O procurador-geral da República, Paulo Gonet, defendeu nesta quarta-feira (3) a PEC da Segurança Pública e afirmou que o combate ao crime exige cooperação entre instituições, sem espaço para o que chamou de “ciúme institucional”.
Durante o encerramento do XIV Fórum de Lisboa, Gonet rebateu críticas de que a proposta enfraqueceria o federalismo brasileiro. Segundo ele, a medida amplia a proteção da vida, da propriedade e da ordem pública.
“A PEC da segurança é criticada por pessoas que dizem que ela deturparia o modelo de federalismo, mas é o contrário. É uma medida que permite que a união coordene as ações dos estados para a proteção da vida, da propriedade e da tranquilidade pública. Assim acentuando o caráter cooperativo do federalismo”, declarou.
Encaminhada pelo governo ao Congresso em abril de 2025, a proposta está há três meses sem avanço.
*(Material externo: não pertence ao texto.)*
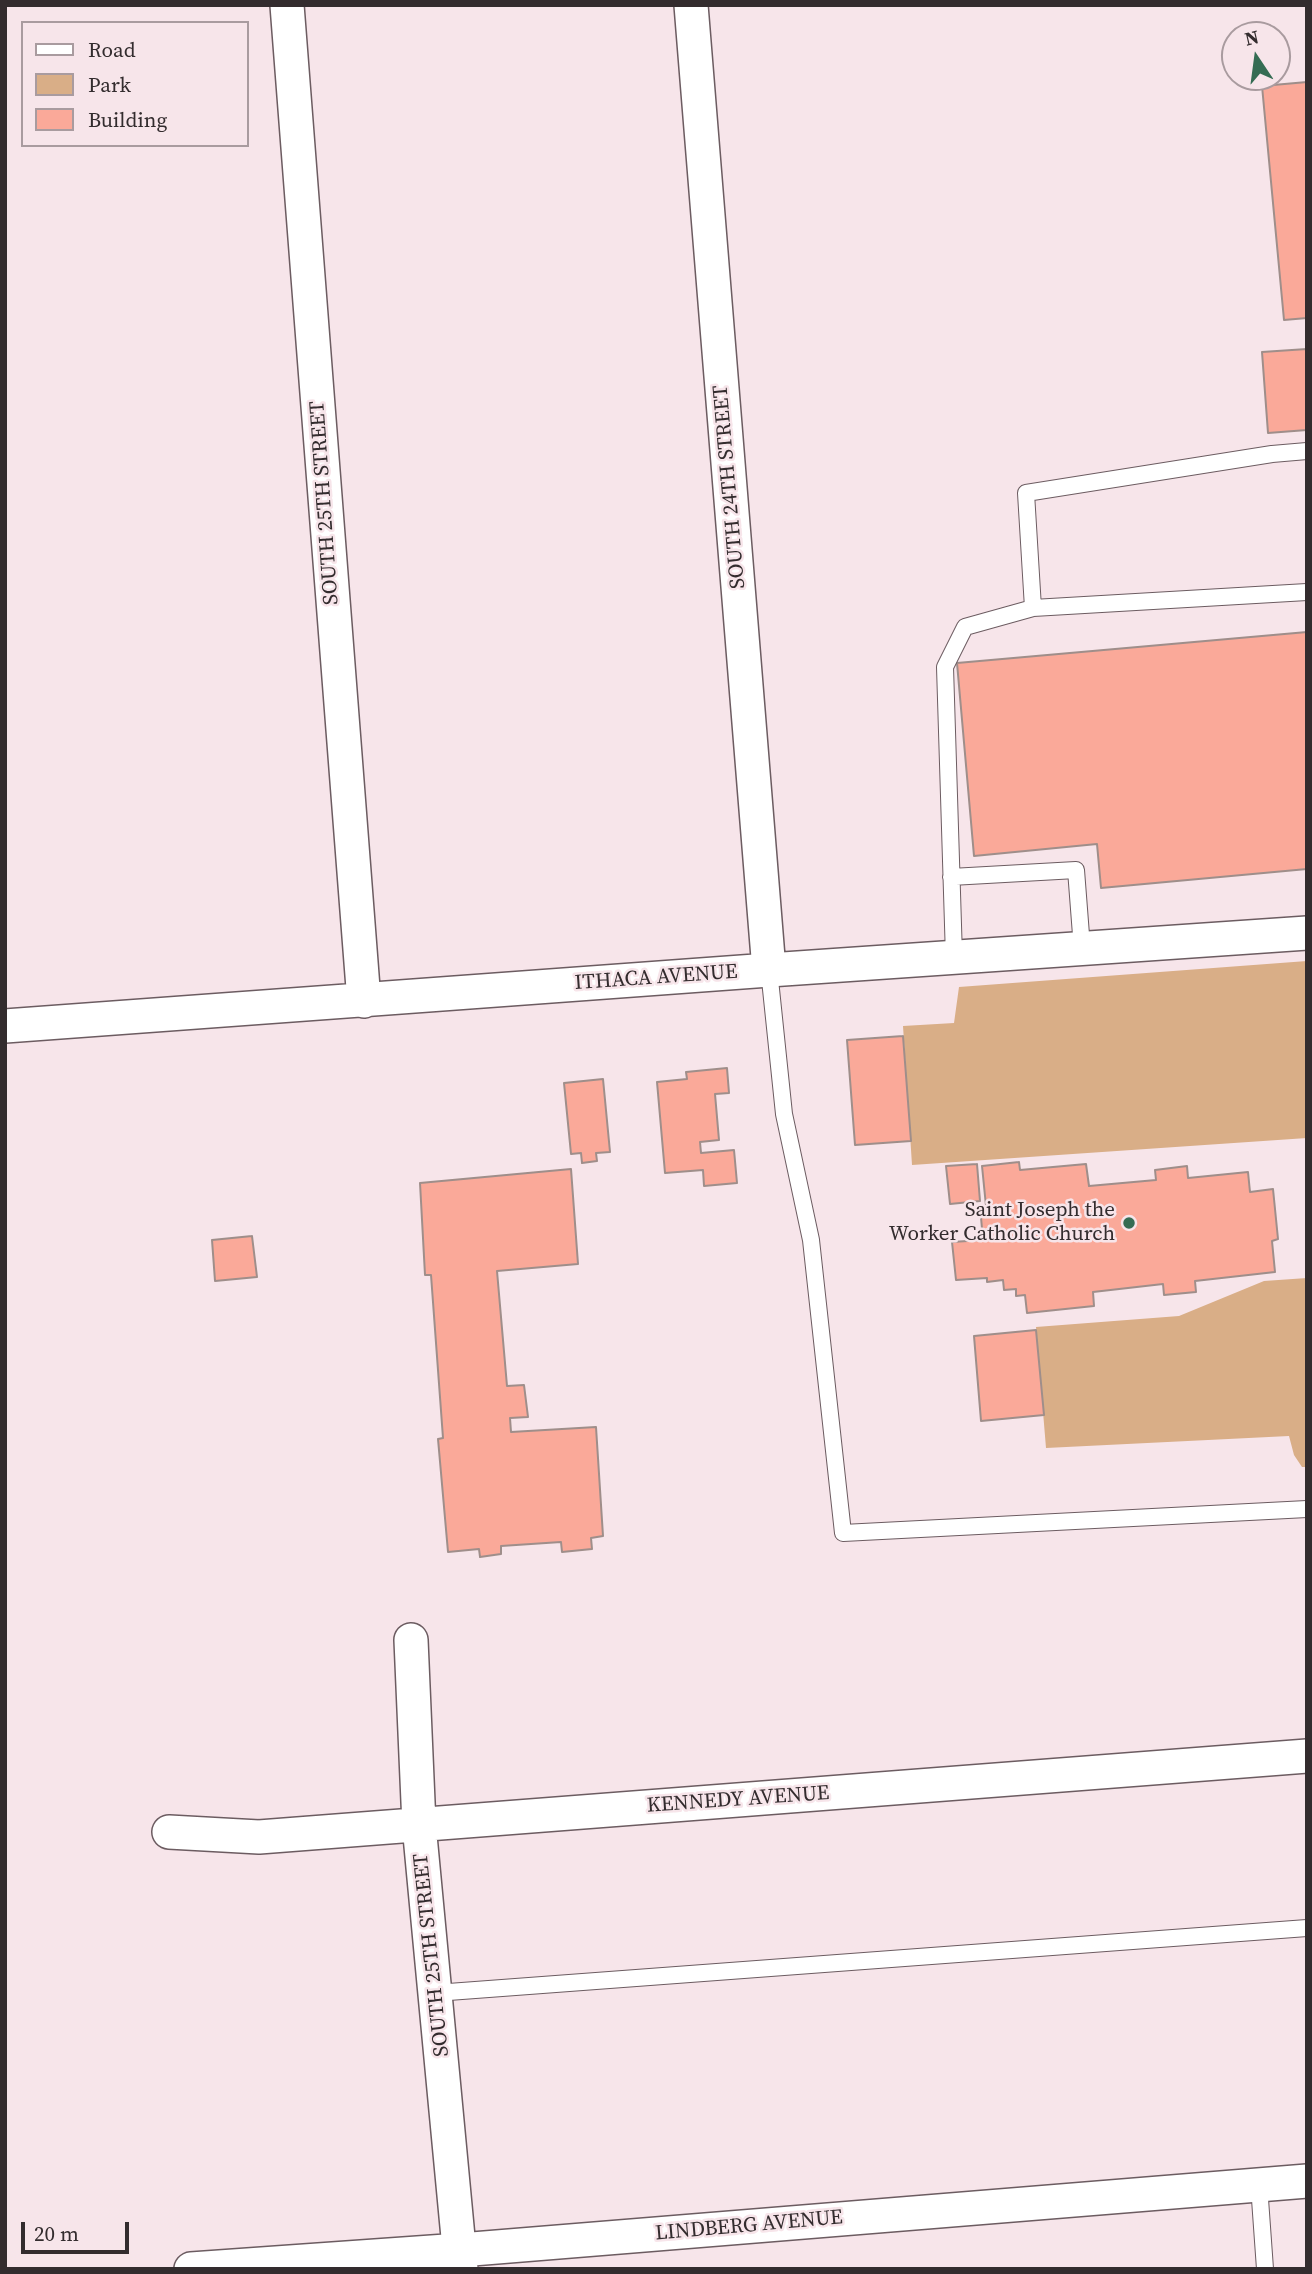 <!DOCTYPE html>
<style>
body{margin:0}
#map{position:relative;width:1312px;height:2274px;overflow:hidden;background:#f7e5ea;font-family:"Source Serif 4",serif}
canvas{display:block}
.frame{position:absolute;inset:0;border:7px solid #332c2e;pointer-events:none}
.legend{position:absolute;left:21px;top:21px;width:228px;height:126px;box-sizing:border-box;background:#f7e5ea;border:2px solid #a99b9f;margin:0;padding:9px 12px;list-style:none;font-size:21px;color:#332c2e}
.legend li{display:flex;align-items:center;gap:14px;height:35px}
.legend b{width:35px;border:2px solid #a99b9f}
.north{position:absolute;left:1221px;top:21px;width:70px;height:70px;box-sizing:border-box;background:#f7e5ea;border:2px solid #a99b9f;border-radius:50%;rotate:347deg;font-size:19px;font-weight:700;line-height:28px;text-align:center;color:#332c2e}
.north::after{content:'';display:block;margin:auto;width:24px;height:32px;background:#356c53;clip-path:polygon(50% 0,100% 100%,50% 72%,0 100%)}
.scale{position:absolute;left:21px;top:2222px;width:108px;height:32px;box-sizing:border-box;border:4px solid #332c2e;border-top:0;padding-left:9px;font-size:21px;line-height:24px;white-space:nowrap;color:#332c2e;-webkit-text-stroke:5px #f7e5ea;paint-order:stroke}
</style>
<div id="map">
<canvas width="1312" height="2274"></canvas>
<div class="frame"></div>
<ul class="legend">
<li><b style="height:9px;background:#fff"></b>Road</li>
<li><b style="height:19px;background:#d9ae87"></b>Park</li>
<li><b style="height:19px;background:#faa999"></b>Building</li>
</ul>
<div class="north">N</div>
<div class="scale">20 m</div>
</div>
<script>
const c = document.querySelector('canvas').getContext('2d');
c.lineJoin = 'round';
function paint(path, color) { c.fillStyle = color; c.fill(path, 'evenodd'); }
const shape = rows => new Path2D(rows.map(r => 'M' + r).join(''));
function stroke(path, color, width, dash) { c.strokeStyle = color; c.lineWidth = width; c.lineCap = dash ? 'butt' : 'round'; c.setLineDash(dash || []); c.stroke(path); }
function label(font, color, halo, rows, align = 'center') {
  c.font = font + ' "Source Serif 4",serif'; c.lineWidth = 5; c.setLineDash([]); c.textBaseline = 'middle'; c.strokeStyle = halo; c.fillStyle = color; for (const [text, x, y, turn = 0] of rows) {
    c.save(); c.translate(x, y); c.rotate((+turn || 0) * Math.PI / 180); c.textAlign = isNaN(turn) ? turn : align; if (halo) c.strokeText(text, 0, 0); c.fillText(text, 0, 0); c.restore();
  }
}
paint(shape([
 [1307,961,1307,1138,912,1165,903,1026,954,1023,959,987],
 [1307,1278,1307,1467,1302,1467,1294,1455,1289,1436,1046,1448,1036,1327,1179,1316,1264,1281]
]), '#d9ae87');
const building = shape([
 [1307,82,1307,318,1284,320,1262,86,1307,82],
 [1307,349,1307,430,1268,433,1262,352,1307,349],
 [1307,632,1307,869,1101,888,1097,844,974,856,957,663,1307,632],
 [903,1036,911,1141,855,1145,847,1040,903,1036],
 [727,1068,729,1093,715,1094,719,1140,700,1142,701,1153,734,1150,737,1183,704,1186,703,1170,665,1173,657,1082,687,1079,686,1072,727,1068],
 [603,1079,610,1152,596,1153,597,1161,582,1163,581,1153,571,1154,564,1083,603,1079],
 [1019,1162,1020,1170,1086,1164,1089,1186,1156,1180,1155,1170,1187,1166,1188,1178,1248,1172,1250,1192,1273,1189,1278,1239,1272,1241,1275,1272,1195,1281,1196,1292,1164,1295,1163,1284,1093,1292,1094,1306,1027,1313,1025,1295,1016,1296,1016,1289,1004,1290,1003,1280,987,1282,987,1278,956,1280,952,1242,983,1240,980,1206,986,1206,982,1166,1019,1162],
 [977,1164,980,1201,950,1204,946,1166,977,1164],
 [571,1169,578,1264,497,1271,507,1386,524,1385,528,1417,510,1418,511,1432,596,1427,603,1536,591,1538,592,1549,562,1552,561,1542,501,1546,501,1554,480,1557,479,1549,448,1552,438,1439,443,1438,431,1275,425,1275,420,1183,571,1169],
 [252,1236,257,1277,215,1281,212,1240,252,1236],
 [1036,1330,1044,1415,981,1421,974,1336,1036,1330]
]);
paint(building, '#faa999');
stroke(building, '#9f8e8a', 2);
const service = shape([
 [1307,451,1272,454,1026,493,1033,608,1307,592],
 [951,877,1076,870,1082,948],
 [954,957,945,667,965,627,1033,608],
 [769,970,784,1114,811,1240,843,1533,1307,1509],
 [435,1993,1307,1928],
 [1259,2185,1265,2269]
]);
const minor = shape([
 [287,5,364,1001],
 [691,5,769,970],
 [5,1026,769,970,1307,933],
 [411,1640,419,1825,461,2269],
 [169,1832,259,1837,1307,1756],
 [191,2269,460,2250,1307,2181]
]);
stroke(service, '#6c5c61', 18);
stroke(minor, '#6c5c61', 36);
stroke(service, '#fff', 16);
stroke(minor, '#fff', 33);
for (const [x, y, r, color] of [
 [1129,1223,7,"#356c53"]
]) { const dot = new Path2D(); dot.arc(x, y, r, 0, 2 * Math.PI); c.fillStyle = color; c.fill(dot); stroke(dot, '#f7e5ea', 2.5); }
label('21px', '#332c2e', '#f7e5ea', [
 ["SOUTH 24TH STREET",730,487,-95],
 ["SOUTH 25TH STREET",325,503,-94],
 ["ITHACA AVENUE",656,978,-4],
 ["KENNEDY AVENUE",738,1800,-4],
 ["SOUTH 25TH STREET",432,1955,-96],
 ["LINDBERG AVENUE",749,2226,-5]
]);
label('21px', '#332c2e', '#f7e5ea', [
 ["Saint Joseph the",1115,1211],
 ["Worker Catholic Church",1115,1235]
], 'right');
</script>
O texto prevê a consolidação do Sistema Único de Segurança Pública (Susp), ampliando a integração entre forças federais, estaduais, distritais e municipais.
A segurança é considerada uma das principais apostas do governo Lula para o debate eleitoral de 2026, diante da crescente preocupação da população com a criminalidade.
Gonet também defendeu maior troca de informações entre órgãos para enfrentar o crime organizado. Segundo ele, mecanismos de cooperação com Interpol e Europol são fundamentais para monitorar a atuação de facções e fortalecer as investigações.